_To do_
Check each line of the data below for the string "overflow", then state how many have it and nothing else.

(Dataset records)
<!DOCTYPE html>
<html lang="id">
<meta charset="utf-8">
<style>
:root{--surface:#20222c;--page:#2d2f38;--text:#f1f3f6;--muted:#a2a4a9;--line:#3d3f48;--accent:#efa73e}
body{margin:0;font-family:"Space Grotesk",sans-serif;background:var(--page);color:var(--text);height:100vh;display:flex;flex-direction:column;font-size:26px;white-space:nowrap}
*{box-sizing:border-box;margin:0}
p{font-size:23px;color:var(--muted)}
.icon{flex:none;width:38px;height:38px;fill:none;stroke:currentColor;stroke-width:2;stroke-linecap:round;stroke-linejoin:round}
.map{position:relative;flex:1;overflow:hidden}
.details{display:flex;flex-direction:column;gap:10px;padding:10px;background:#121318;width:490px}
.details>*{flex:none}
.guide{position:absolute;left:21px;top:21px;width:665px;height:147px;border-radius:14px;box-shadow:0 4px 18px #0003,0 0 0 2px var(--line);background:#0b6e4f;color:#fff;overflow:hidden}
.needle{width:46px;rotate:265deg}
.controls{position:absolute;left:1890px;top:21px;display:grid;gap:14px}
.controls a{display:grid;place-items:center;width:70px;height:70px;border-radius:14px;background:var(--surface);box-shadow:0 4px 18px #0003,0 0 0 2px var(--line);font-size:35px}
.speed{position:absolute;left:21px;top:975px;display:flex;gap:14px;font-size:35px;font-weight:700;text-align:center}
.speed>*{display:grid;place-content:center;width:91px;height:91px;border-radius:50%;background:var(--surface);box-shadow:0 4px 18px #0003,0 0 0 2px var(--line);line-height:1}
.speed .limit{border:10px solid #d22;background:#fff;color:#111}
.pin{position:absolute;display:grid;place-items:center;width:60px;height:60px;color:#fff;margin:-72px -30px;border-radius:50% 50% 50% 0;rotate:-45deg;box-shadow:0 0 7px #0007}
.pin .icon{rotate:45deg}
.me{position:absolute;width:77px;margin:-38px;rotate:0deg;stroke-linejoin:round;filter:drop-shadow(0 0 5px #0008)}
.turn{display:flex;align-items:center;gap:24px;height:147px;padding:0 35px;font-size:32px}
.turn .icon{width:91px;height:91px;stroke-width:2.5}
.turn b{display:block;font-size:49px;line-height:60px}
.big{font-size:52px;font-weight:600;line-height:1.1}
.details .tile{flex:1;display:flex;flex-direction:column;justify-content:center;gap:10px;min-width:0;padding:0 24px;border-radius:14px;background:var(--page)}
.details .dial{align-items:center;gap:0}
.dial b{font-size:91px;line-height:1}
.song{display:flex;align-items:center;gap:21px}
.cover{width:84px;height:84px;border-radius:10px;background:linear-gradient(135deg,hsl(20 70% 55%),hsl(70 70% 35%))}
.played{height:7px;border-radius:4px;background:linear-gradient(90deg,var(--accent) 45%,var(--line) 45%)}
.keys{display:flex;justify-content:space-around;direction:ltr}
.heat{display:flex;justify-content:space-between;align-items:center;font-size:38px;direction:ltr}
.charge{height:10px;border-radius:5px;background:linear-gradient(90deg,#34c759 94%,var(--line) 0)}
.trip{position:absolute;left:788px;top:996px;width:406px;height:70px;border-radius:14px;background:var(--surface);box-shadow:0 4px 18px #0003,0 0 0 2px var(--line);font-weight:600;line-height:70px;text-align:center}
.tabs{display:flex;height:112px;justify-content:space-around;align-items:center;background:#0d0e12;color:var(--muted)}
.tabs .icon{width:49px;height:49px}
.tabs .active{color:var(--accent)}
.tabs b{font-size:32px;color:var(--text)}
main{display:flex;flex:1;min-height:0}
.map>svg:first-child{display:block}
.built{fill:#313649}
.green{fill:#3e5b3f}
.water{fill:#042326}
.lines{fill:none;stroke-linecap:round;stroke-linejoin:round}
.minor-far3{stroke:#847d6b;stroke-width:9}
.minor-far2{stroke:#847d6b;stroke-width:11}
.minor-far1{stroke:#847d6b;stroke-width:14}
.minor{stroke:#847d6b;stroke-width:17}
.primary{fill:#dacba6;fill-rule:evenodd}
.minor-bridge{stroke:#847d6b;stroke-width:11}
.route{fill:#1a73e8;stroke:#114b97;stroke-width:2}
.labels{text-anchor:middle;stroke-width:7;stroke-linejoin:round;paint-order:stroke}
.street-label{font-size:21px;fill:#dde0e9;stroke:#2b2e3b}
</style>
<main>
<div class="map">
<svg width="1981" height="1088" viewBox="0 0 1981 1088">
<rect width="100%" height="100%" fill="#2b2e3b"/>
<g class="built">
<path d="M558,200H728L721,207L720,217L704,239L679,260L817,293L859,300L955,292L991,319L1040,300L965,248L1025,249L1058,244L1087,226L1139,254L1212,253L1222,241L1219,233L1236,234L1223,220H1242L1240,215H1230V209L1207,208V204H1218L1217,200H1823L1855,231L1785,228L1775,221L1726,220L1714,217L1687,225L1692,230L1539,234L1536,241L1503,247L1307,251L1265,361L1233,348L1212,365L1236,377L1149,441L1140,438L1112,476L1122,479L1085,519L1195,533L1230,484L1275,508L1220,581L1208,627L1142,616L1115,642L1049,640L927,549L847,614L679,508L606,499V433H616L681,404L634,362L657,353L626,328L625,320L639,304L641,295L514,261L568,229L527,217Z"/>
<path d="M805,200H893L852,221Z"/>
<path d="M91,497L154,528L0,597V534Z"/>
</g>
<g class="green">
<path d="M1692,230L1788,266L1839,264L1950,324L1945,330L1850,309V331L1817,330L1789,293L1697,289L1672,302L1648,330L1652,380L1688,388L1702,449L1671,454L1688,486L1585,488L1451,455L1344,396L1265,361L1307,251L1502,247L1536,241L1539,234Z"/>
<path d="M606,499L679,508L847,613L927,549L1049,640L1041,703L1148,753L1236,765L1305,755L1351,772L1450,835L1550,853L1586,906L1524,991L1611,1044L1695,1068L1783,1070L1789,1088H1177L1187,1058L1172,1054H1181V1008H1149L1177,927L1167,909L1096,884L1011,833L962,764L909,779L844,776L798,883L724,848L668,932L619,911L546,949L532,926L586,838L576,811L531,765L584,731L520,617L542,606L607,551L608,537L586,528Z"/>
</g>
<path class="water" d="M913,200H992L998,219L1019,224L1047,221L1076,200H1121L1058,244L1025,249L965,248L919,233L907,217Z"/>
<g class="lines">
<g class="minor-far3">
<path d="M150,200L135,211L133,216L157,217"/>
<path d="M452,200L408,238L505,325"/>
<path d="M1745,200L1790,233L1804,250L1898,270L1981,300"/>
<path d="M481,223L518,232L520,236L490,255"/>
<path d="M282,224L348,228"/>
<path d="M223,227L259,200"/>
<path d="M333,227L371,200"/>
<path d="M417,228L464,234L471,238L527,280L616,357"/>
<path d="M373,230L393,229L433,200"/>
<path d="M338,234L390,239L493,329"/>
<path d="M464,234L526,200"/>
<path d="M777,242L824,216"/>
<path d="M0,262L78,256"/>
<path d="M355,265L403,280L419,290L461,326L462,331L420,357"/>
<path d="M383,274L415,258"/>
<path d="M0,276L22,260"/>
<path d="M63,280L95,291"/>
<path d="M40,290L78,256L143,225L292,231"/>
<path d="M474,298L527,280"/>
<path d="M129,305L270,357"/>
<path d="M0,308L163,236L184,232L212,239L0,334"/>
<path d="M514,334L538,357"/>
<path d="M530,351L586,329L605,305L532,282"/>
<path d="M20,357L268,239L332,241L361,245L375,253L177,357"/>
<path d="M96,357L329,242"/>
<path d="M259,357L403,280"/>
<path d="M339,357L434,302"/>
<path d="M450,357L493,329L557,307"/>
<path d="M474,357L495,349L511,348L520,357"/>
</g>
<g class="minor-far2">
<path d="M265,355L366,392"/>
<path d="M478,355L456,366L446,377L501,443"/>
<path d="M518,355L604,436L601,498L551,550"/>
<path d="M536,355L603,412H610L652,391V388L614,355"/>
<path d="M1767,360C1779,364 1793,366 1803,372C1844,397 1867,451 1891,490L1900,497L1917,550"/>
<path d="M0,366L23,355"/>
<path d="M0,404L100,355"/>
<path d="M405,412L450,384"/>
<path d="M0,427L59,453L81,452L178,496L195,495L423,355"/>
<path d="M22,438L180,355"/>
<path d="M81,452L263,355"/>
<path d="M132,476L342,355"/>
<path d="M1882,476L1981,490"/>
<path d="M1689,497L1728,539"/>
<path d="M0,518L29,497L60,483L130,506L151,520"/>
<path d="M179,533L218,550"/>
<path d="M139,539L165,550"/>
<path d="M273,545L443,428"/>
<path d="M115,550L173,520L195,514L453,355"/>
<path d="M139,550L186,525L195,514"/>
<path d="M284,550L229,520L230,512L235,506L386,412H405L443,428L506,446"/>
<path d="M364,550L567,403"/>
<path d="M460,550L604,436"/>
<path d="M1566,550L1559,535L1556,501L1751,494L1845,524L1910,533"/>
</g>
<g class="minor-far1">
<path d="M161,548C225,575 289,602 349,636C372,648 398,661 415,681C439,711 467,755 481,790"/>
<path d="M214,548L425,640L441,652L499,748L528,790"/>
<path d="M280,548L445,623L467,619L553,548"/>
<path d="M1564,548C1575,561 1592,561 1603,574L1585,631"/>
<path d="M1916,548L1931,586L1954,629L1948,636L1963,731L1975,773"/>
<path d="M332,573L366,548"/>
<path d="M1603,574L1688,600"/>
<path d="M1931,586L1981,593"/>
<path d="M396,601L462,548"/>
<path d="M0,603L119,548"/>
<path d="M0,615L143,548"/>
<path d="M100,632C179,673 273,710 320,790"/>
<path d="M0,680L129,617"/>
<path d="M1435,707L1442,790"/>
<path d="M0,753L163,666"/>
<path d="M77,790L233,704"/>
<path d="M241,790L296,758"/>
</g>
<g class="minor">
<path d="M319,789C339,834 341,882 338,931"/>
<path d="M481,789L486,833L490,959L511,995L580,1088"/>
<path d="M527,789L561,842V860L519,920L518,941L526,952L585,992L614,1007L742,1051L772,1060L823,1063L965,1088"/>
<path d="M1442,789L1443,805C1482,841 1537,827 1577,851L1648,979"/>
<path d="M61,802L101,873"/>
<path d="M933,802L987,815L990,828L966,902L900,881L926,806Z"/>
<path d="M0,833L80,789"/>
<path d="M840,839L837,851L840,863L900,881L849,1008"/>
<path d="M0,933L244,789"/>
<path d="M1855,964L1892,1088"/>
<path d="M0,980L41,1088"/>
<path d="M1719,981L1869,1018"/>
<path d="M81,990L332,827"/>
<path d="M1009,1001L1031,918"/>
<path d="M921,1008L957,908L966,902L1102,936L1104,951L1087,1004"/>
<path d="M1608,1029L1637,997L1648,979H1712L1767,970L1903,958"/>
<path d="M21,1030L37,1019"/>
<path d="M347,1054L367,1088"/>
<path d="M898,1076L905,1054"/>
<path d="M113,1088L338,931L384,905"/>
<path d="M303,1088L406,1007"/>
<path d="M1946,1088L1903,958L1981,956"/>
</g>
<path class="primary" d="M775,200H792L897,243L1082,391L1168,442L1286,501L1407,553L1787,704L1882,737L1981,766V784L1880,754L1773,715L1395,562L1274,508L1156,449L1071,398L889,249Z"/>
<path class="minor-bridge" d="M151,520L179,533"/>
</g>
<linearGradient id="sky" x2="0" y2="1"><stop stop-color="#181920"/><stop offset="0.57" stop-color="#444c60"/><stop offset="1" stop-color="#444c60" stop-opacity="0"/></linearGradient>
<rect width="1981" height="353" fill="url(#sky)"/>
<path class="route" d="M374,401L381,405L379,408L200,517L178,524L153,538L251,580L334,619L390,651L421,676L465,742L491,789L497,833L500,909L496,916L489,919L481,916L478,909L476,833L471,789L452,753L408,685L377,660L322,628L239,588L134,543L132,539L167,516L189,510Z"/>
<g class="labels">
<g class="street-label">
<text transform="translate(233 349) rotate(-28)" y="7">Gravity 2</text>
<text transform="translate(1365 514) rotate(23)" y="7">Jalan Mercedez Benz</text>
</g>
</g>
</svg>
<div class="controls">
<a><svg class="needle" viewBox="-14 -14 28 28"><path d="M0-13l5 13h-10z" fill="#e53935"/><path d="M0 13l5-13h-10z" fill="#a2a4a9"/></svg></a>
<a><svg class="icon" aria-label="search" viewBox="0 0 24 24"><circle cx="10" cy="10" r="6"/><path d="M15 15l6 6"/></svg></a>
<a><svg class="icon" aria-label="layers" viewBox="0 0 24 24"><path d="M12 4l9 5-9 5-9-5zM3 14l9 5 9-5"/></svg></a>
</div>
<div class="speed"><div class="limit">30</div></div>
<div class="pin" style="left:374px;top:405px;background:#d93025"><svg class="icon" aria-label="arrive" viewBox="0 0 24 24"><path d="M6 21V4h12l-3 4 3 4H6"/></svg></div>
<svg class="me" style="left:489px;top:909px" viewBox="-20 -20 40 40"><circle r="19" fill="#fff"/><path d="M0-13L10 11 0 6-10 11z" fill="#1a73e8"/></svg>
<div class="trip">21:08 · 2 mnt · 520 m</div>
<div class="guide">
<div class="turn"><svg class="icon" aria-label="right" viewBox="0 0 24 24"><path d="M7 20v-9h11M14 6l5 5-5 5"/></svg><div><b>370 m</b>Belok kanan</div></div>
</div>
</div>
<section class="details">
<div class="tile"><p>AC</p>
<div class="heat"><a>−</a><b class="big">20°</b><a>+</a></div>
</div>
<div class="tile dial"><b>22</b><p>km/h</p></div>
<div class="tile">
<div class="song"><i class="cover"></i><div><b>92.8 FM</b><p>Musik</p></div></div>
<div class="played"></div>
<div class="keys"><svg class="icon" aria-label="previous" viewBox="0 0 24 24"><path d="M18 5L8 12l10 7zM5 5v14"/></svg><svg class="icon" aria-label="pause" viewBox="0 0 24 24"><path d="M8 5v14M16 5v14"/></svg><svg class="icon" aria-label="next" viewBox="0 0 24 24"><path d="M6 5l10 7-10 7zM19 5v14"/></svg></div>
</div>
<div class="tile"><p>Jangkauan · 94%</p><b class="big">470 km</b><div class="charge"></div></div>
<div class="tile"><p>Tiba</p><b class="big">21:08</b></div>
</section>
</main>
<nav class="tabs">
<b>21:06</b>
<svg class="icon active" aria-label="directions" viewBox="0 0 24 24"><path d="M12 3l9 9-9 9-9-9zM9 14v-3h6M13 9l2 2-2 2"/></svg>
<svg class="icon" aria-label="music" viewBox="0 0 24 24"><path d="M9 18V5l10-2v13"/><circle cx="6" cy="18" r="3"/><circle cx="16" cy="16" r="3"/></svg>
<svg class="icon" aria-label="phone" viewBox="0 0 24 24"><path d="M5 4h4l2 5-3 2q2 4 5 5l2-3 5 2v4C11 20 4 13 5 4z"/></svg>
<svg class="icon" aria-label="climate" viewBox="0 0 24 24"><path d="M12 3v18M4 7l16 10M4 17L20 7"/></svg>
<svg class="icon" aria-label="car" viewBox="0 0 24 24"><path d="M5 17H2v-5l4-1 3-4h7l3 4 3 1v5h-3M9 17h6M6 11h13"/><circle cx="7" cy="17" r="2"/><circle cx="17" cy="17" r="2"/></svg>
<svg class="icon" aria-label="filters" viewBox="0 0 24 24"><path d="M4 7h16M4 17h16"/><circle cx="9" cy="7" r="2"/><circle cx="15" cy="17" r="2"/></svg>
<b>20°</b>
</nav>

_Written solution_
2